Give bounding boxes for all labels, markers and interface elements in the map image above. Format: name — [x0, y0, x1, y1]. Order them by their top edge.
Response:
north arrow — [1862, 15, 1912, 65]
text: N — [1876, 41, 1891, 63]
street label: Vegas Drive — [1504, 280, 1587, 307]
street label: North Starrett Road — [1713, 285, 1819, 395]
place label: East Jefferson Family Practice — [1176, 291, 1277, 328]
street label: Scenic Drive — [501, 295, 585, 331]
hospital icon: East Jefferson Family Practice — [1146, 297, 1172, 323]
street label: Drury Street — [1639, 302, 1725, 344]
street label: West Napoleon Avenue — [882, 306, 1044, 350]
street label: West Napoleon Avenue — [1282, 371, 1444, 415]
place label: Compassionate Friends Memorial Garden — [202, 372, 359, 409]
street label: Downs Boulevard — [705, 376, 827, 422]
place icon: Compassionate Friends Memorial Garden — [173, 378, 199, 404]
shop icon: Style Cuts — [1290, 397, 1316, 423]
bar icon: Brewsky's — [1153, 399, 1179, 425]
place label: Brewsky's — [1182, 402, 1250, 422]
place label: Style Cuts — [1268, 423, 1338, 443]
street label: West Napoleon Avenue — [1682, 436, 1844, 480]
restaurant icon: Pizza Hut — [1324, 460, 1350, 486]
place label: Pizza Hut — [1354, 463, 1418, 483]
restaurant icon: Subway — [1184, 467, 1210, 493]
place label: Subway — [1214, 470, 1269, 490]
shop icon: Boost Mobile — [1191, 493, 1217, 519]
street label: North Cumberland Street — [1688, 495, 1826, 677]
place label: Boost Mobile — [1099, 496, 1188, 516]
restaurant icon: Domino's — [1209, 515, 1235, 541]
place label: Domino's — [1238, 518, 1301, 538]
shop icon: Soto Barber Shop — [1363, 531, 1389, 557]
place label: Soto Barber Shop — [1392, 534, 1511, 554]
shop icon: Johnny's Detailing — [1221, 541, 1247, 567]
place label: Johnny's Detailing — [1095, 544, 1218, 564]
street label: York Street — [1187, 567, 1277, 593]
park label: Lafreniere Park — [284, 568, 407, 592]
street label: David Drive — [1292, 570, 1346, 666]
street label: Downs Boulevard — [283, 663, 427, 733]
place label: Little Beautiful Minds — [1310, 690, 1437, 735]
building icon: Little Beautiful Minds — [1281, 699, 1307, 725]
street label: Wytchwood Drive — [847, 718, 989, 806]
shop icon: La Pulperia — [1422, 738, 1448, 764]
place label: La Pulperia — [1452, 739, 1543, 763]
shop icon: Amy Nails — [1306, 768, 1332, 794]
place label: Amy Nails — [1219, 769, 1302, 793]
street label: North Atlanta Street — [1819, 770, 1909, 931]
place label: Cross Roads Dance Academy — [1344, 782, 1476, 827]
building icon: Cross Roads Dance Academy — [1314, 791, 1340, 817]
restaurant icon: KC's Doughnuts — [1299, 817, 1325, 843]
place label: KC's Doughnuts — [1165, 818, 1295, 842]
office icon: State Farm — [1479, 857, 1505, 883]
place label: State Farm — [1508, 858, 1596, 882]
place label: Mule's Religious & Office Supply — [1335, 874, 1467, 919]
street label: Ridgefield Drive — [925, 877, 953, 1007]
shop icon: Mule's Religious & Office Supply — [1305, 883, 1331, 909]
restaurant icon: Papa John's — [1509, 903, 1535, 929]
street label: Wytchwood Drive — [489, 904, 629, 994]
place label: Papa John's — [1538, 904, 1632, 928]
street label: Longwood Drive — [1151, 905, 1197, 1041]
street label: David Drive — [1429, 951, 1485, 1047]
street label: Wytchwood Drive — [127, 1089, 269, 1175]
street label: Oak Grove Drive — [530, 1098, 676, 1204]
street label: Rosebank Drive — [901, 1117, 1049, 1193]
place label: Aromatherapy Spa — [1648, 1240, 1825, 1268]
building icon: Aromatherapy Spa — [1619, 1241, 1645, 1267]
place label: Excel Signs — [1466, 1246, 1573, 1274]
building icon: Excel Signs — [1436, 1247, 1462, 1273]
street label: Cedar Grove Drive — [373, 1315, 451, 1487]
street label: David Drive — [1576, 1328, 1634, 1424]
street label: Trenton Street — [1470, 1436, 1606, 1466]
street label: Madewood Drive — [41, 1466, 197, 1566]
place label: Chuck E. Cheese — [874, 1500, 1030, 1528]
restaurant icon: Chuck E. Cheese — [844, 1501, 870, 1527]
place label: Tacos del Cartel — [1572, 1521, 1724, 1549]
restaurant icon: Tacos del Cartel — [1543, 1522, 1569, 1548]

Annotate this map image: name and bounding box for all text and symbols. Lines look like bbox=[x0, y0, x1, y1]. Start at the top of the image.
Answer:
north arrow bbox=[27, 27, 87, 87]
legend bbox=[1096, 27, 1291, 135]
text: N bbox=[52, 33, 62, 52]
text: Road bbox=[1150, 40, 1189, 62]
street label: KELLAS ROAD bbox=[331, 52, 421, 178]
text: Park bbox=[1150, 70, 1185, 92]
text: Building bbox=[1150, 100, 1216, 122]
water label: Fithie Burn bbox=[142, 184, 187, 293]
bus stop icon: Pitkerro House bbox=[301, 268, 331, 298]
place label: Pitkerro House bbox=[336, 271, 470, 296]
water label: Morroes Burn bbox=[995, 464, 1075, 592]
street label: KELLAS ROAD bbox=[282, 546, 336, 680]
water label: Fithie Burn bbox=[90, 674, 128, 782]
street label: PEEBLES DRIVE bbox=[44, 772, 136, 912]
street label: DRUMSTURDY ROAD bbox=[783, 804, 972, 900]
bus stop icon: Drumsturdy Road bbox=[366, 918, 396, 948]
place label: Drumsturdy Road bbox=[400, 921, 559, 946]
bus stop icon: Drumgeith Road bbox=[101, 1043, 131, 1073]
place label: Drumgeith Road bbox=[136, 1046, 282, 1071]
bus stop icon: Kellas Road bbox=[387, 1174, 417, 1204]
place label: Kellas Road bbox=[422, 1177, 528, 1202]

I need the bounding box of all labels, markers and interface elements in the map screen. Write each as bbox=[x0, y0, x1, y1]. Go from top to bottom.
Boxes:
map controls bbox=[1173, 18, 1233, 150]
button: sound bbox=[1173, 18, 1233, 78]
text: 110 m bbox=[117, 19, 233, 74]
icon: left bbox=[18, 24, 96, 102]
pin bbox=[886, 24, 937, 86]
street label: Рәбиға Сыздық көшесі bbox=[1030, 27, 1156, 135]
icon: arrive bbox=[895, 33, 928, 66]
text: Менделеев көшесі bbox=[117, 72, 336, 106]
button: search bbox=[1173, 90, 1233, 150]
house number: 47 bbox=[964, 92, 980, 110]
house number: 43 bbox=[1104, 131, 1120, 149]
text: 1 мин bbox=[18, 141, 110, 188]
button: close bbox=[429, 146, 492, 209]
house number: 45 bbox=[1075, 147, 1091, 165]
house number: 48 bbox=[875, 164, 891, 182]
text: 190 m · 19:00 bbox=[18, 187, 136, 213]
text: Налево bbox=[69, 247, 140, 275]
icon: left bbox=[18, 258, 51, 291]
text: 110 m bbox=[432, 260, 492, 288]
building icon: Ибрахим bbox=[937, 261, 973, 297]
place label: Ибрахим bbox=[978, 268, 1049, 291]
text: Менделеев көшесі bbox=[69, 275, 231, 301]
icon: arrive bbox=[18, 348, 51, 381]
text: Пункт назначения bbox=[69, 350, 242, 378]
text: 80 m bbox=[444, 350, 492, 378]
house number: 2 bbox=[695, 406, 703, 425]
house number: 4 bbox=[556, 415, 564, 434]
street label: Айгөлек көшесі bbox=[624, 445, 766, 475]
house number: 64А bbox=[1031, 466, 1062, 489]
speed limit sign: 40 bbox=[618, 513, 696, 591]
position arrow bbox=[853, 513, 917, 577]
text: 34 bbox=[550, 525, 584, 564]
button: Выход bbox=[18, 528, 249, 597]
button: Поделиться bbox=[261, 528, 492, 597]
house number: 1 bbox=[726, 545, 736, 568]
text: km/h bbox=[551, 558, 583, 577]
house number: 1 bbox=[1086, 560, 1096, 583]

⁂

§ EXERCISE INSTRUCTIONS:
The answer should be only a number: the count of lines in the listing above that contain the word "Mule".

§ SOLUTION TO THIS PROBLEM:
2